Stored data =>
◇ ◇ ◇ ◇ ◇ ◇ ◇

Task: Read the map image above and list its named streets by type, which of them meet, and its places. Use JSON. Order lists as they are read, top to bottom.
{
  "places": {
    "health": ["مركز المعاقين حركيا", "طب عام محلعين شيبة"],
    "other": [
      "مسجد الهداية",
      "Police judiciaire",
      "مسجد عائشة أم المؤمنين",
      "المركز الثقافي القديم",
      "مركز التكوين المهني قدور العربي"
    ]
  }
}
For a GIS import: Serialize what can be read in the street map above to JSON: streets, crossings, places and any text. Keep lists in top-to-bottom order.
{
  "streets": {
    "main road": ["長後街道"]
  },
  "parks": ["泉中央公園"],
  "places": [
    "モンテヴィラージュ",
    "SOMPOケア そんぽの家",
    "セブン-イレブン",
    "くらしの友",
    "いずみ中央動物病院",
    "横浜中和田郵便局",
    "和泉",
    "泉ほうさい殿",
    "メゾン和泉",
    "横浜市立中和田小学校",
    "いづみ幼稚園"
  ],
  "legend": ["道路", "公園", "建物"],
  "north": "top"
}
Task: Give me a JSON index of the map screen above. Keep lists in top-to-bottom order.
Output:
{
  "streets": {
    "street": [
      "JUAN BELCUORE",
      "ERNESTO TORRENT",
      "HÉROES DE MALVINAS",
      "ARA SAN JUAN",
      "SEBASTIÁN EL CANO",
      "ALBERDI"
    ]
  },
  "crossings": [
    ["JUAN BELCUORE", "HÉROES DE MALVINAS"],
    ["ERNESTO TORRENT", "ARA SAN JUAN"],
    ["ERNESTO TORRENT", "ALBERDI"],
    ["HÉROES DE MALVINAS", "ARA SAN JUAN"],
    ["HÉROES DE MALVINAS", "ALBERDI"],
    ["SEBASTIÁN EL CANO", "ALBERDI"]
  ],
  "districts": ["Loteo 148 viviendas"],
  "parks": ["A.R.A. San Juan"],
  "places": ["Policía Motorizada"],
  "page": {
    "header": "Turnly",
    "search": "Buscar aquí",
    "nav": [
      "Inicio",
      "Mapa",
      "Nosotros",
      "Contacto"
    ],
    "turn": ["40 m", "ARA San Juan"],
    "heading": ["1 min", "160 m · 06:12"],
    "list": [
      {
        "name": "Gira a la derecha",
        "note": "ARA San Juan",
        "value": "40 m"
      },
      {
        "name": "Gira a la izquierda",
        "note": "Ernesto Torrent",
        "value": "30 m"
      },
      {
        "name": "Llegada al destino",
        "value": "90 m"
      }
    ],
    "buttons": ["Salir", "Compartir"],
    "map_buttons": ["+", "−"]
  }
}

◇ ◇ ◇ ◇ ◇ ◇ ◇

An exact copy of every entry is what's needed, so retype them all.

Task: Read the map image above and list its named streets by type, which of them meet, and its places. Use JSON. Order lists as they are read, top to bottom.
{
  "places": {
    "health": ["مركز المعاقين حركيا", "طب عام محلعين شيبة"],
    "other": [
      "مسجد الهداية",
      "Police judiciaire",
      "مسجد عائشة أم المؤمنين",
      "المركز الثقافي القديم",
      "مركز التكوين المهني قدور العربي"
    ]
  }
}
For a GIS import: Serialize what can be read in the street map above to JSON: streets, crossings, places and any text. Keep lists in top-to-bottom order.
{
  "streets": {
    "main road": ["長後街道"]
  },
  "parks": ["泉中央公園"],
  "places": [
    "モンテヴィラージュ",
    "SOMPOケア そんぽの家",
    "セブン-イレブン",
    "くらしの友",
    "いずみ中央動物病院",
    "横浜中和田郵便局",
    "和泉",
    "泉ほうさい殿",
    "メゾン和泉",
    "横浜市立中和田小学校",
    "いづみ幼稚園"
  ],
  "legend": ["道路", "公園", "建物"],
  "north": "top"
}
Task: Give me a JSON index of the map screen above. Keep lists in top-to-bottom order.
Output:
{
  "streets": {
    "street": [
      "JUAN BELCUORE",
      "ERNESTO TORRENT",
      "HÉROES DE MALVINAS",
      "ARA SAN JUAN",
      "SEBASTIÁN EL CANO",
      "ALBERDI"
    ]
  },
  "crossings": [
    ["JUAN BELCUORE", "HÉROES DE MALVINAS"],
    ["ERNESTO TORRENT", "ARA SAN JUAN"],
    ["ERNESTO TORRENT", "ALBERDI"],
    ["HÉROES DE MALVINAS", "ARA SAN JUAN"],
    ["HÉROES DE MALVINAS", "ALBERDI"],
    ["SEBASTIÁN EL CANO", "ALBERDI"]
  ],
  "districts": ["Loteo 148 viviendas"],
  "parks": ["A.R.A. San Juan"],
  "places": ["Policía Motorizada"],
  "page": {
    "header": "Turnly",
    "search": "Buscar aquí",
    "nav": [
      "Inicio",
      "Mapa",
      "Nosotros",
      "Contacto"
    ],
    "turn": ["40 m", "ARA San Juan"],
    "heading": ["1 min", "160 m · 06:12"],
    "list": [
      {
        "name": "Gira a la derecha",
        "note": "ARA San Juan",
        "value": "40 m"
      },
      {
        "name": "Gira a la izquierda",
        "note": "Ernesto Torrent",
        "value": "30 m"
      },
      {
        "name": "Llegada al destino",
        "value": "90 m"
      }
    ],
    "buttons": ["Salir", "Compartir"],
    "map_buttons": ["+", "−"]
  }
}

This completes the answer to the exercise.